Re: Using Remote Modules over HTTP
by fizbin (Chaplain) on Feb 22, 2004 at 05:04 UTC
    A few comments/suggestions:
    As someone else noted, this doesn't handle dependencies that occur in loading modules, and it would be nice if (e.g.) modules that Cram::MD4 depended on were loaded over the network, if necessary.

    One way to to this would be (assuming that we haven't been told explicitly how to load the asked-for module) to examine (caller(1))[3], strip the part following the last :: and see if the resulting package name is one that this module caused to be loaded over the network. If so, try to guess the pathname following the standard rules. Remember that you can touch the appropriate entry in the %INC hash to record little details about what was loaded over the network.

    Also, I am troubled by your invoking another perl interpreter.

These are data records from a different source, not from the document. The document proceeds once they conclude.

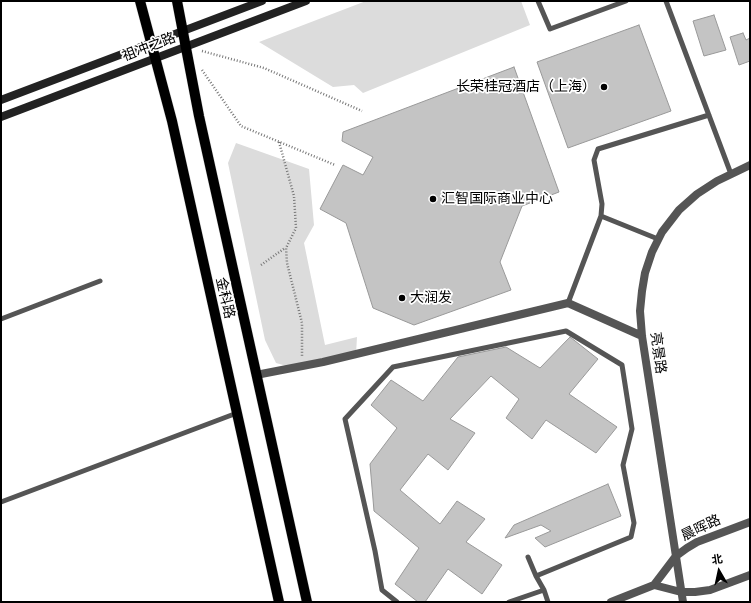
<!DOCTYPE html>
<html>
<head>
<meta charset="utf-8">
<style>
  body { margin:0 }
  #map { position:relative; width:751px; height:603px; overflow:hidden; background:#fff; font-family:Inter,"Noto Sans SC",sans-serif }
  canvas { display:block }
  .frame { position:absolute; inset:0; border:2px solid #000; pointer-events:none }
  .north { position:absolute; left:699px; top:551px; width:40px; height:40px; -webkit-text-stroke:3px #fff; paint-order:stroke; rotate:351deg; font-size:11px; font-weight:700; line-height:16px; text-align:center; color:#000 }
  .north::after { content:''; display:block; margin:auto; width:14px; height:18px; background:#000; clip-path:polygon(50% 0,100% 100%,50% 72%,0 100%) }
</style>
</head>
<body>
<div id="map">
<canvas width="751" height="603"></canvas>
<div class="frame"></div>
<div class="north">北</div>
</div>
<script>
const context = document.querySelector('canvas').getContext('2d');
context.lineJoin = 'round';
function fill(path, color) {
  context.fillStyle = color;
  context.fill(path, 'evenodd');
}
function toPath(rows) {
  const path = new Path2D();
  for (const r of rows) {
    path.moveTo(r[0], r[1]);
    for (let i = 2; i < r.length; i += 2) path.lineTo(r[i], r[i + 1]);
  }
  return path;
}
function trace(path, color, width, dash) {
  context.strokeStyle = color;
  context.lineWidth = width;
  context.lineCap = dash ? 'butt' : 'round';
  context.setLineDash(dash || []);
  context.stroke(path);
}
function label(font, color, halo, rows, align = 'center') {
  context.font = font + ' Inter,"Noto Sans SC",sans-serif';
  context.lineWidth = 3.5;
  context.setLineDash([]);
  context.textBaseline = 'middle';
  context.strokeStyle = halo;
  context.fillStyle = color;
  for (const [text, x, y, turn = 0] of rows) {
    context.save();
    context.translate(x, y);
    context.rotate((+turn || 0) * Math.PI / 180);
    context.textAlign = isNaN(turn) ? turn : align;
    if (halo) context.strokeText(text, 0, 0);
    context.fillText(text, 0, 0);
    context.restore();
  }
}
fill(toPath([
  [366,1,521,1,530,25,363,93,354,85,333,87,259,42],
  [236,143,309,169,314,225,304,243,325,345,357,337,356,354,294,368,276,363,265,340,228,163]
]), '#dcdcdc');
const building = toPath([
  [714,15,726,50,704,56,693,21,714,15],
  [639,25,671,111,568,148,537,62,639,25],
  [743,33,746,40,750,38,750,61,739,65,730,37,743,33],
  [514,67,559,192,522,206,500,262,511,290,414,325,373,308,346,223,320,209,343,165,363,175,373,157,342,141,343,132,514,67],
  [570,337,598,359,569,394,617,427,596,453,546,420,532,439,506,418,519,399,491,376,450,419,475,433,448,470,428,454,400,490,440,524,457,501,485,519,466,542,502,565,482,594,448,569,425,602,418,602,395,584,419,548,374,511,370,464,397,428,371,405,391,380,423,401,458,357,506,347,540,368,570,337],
  [608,484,621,516,545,547,535,538,551,531,541,525,505,538,514,525,608,484]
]);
fill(building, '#c4c4c4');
trace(building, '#999', 1);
const primary = toPath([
  [140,1,172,121,279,602],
  [177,1,199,116,307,602]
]);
trace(primary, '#dbdbdb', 11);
trace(toPath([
  [202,51,264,68,362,111],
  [202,70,241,126,335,165],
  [279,142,294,196,296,228,286,248,287,263,302,323,302,357],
  [261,265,285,248]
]), '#777', 2.5, [1, 2]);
trace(toPath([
  [538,1,550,29,626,1],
  [666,1,731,174],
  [601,216,658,239],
  [568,303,601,216,602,204,594,160,598,149,709,115],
  [1,319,100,281],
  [1,502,237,413],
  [544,590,548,602],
  [397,602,382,590,375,551,345,419,393,367,566,331,622,365,632,429,623,465,634,523,631,537,536,576],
  [509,602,544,590,536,576,528,557]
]), '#555', 5);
trace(toPath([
  [256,375,323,362,568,303,642,336],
  [654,585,681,592,695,592,710,590,750,575],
  [611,602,654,585,676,556,687,548,697,542,750,522],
  [683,602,642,336,640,311,642,291,645,273,652,252,662,232,679,210,697,194,717,181,750,165]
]), '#555', 8);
trace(toPath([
  [1,100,262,1],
  [1,117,306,1]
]), '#222', 8);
trace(primary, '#000', 10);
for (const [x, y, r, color] of [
  [604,87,4,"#000"],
  [433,199,4,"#000"],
  [402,298,4,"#000"]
]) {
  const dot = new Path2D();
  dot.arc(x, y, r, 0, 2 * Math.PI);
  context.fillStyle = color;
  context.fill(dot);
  trace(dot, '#fff', 1.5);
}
label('14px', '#000', '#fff', [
  ["祖冲之路",149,47,-21],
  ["金科路",225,298,77],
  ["亮景路",658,353,82],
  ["晨晖路",701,528,-25]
]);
label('14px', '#000', '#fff', [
  ["长荣桂冠酒店（上海）",596,87,"right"],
  ["汇智国际商业中心",441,199],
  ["大润发",410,298]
], 'left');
</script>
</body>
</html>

Among other things, I'd use $^X instead of "perl" - I occasionally work on machines where "perl" invokes perl 5.005, but "/qhds/bin/perl" invokes perl 5.6.1. However, it's possible to avoid a second perl interpreter - just do:

    use LWP::Simple; use IO::Scalar; my $modulecontent = get($urls{$filename}); if (!defined($modulecontent)) {return undef;} else {return new IO::Scalar \$modulecontent;}
    With sufficiently high versions of perl, you can even open a scalar for reading directly, exactly as you'd open a file, but for this usage the IO::Scalar code is simpler.
Re: Using Remote Modules over HTTP
by The Mad Hatter (Priest) on Feb 21, 2004 at 01:22 UTC
    Er, nevermind. I forgot that it needs a filehandle. You could save to a temporary file, but your method works just as well.

    Why do you spawn another Perl interpreter to fetch the code? Just load the modules yourself and do it all in your package. Spawning another perl process just uses up more overhead.

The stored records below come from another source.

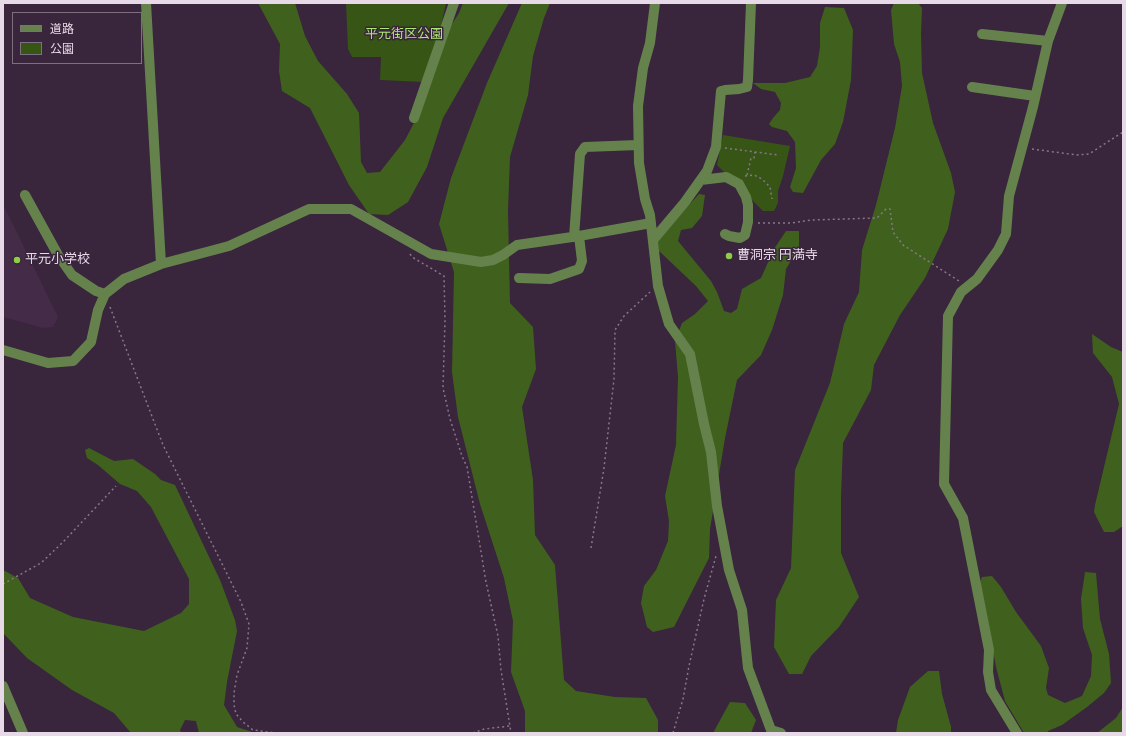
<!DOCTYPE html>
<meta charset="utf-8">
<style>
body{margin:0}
#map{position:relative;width:1126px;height:736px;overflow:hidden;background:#39253c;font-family:Overpass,"Noto Sans JP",sans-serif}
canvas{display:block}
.frame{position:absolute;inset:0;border:4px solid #e7d9e8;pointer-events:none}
.legend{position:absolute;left:12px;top:12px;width:130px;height:52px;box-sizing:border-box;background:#39253c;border:1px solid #7f6d81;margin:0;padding:5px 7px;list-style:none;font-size:12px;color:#e7d9e8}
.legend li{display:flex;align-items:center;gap:8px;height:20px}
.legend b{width:20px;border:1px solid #7f6d81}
</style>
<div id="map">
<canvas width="1126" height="736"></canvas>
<div class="frame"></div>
<ul class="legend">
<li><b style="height:5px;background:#65824d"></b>道路</li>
<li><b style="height:11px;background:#375616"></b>公園</li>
</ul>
</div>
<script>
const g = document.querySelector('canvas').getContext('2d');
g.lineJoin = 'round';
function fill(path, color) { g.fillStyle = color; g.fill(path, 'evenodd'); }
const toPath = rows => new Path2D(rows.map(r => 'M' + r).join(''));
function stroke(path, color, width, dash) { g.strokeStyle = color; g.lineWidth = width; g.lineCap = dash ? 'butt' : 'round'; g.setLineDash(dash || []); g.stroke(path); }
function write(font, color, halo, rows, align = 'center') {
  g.font = font + ' Overpass,"Noto Sans JP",sans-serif'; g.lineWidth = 3; g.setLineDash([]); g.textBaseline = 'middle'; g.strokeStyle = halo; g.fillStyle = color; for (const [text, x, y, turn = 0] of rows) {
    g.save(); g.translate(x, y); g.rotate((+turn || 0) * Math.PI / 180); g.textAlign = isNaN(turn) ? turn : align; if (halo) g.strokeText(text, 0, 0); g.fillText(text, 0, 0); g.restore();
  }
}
fill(toPath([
 [3,204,58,317,53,327,43,328,3,317]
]), '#442b48');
fill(toPath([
 [346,3,446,3,441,26,424,82,380,80,381,57,352,57,348,49],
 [723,135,790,146,783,176,778,191,778,203,774,211,763,211,717,165]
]), '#375616');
fill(toPath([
 [258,3,295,3,305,36,318,61,347,94,359,113,361,162,367,173,380,172,405,140,416,119,438,46,459,13,463,3,509,3,443,118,427,167,408,202,388,215,369,214,349,185,310,108,282,91,279,71,280,44],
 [522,3,550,3,544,18,533,56,528,95,510,157,508,211,510,303,533,327,536,369,522,407,533,480,535,535,555,565,564,680,576,691,615,697,646,698,658,720,658,733,525,733,525,711,511,672,513,621,504,578,480,504,458,417,452,372,454,272,439,224,451,178,487,83],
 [894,3,918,3,922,8,921,34,922,73,933,123,951,173,955,192,948,229,925,278,900,315,874,365,871,390,843,443,841,497,841,553,859,597,839,627,811,656,802,674,789,674,774,647,776,600,791,568,795,470,830,383,844,324,859,292,862,250,876,205,895,128,902,86,900,62,894,44,891,10],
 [825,7,844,8,853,30,851,80,843,122,835,144,821,160,803,193,793,192,790,187,796,168,795,142,787,131,772,127,769,124,773,118,780,110,781,103,775,92,761,89,753,83,785,83,810,77,817,66,820,47,820,23],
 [699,194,705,195,702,216,692,228,681,230,678,241,711,281,717,292,724,311,731,313,737,309,742,289,761,278,774,249,786,231,799,231,799,247,786,269,783,295,772,330,761,355,737,380,725,438,710,529,709,558,674,627,653,632,647,627,641,603,644,586,656,570,668,541,669,521,665,496,676,445,678,377,675,341,682,323,695,314,708,301,696,286,659,251,657,240],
 [1092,334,1111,347,1123,352,1123,526,1114,532,1104,532,1094,512,1095,505,1119,404,1112,377,1093,353],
 [89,448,114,461,133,459,155,474,161,480,175,485,220,580,235,620,237,631,227,682,224,705,237,727,255,733,199,733,196,721,185,720,180,730,181,733,131,733,114,713,72,690,27,658,3,633,3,570,18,578,30,598,73,617,144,631,181,613,189,604,189,579,151,507,137,491,120,484,98,465,87,458,85,450],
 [1085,572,1096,573,1100,619,1109,654,1111,683,1104,693,1087,707,1062,725,1048,731,1047,733,1024,733,1005,701,996,667,986,611,980,582,982,577,992,576,1001,587,1016,612,1041,646,1049,668,1046,688,1048,695,1065,703,1082,696,1091,676,1092,655,1083,628,1081,599],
 [928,671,939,671,942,694,951,727,951,733,896,733,898,720,910,687],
 [730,702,745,703,756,720,751,733,713,733],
 [1123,707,1123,733,1097,733,1116,718]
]), '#40611e');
stroke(toPath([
 [725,148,778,155],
 [1032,149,1077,155,1089,154,1123,132],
 [747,175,751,158,754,158,755,152],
 [745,176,754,175,762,179,770,187,772,199],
 [758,223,792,223,811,220,877,218,886,209,890,209,893,232,903,245,959,281],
 [410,254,412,257,444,276,445,320,443,388,450,419,462,456,467,467,486,582,498,636,501,670,511,733],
 [110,307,163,445,241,602,249,624,247,648,237,675,234,693,234,705,236,714,243,722,253,730,276,733],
 [591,548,604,468,614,379,615,330,624,316,650,292],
 [3,584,41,563,62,543,116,486],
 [473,733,484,729,510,726],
 [673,733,683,699,689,666,704,599,716,556]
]), '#88778b', 1.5, [2, 3]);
stroke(toPath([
 [146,3,161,264],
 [655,3,650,43,643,68,638,106,639,163,645,199,650,215,658,286,669,324,690,354,704,424,711,452,717,506,729,570,742,610,748,668,771,730,781,733],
 [982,34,1048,41],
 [972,87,1035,96],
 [414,118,454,3],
 [701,180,726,177,739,184,746,197,748,205,748,222,745,235,740,238,729,236,725,234],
 [25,195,58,255,72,275,96,291,105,294],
 [574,237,580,154,585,147,638,145],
 [653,240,685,202,707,171,716,147,721,91,725,90,739,89,747,87,748,80,751,3],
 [519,278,550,279,579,269,582,261,579,236],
 [3,350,48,363,73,361,91,342,98,310,105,294,124,279,161,264,229,246,309,209,351,209,431,254,481,262,493,260,503,255,517,245,579,236,651,223],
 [3,686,23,733],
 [1017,733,991,690,988,672,989,650,963,518,944,484,948,316,961,292,977,279,998,250,1006,234,1009,196,1033,107,1048,41,1062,3]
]), '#65824d', 10);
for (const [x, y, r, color] of [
 [729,256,4,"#8cce45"],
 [17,260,4,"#8cce45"]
]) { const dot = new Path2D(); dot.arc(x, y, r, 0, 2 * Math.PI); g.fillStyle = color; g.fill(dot); stroke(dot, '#39253c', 1.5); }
write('13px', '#ace775', '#39253c', [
 ["平元街区公園",404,35]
]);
write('13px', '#e7d9e8', '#39253c', [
 ["曹洞宗 円満寺",737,256],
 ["平元小学校",25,260]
], 'left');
</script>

Re: Using Remote Modules over HTTP
by atcroft (Abbot) on Feb 21, 2004 at 01:09 UTC

    I may be mistaken, but isn't what you are trying to do the same problem that XML-RPC is intended to solve?

      And SOAP? No. XML-RPC allows you to create seperated rpc functions, but let's say you want to write a script where you have limited space or permissions (can't create dirs?), then this would work. I can't say it's uber secure, since it doesn't do md5 hashes or anything, but it is a solution. It does allow you to upgrade everywhere at once, providing you keep apache running :)

      I used to be a funny character, now I'm just 4 bits.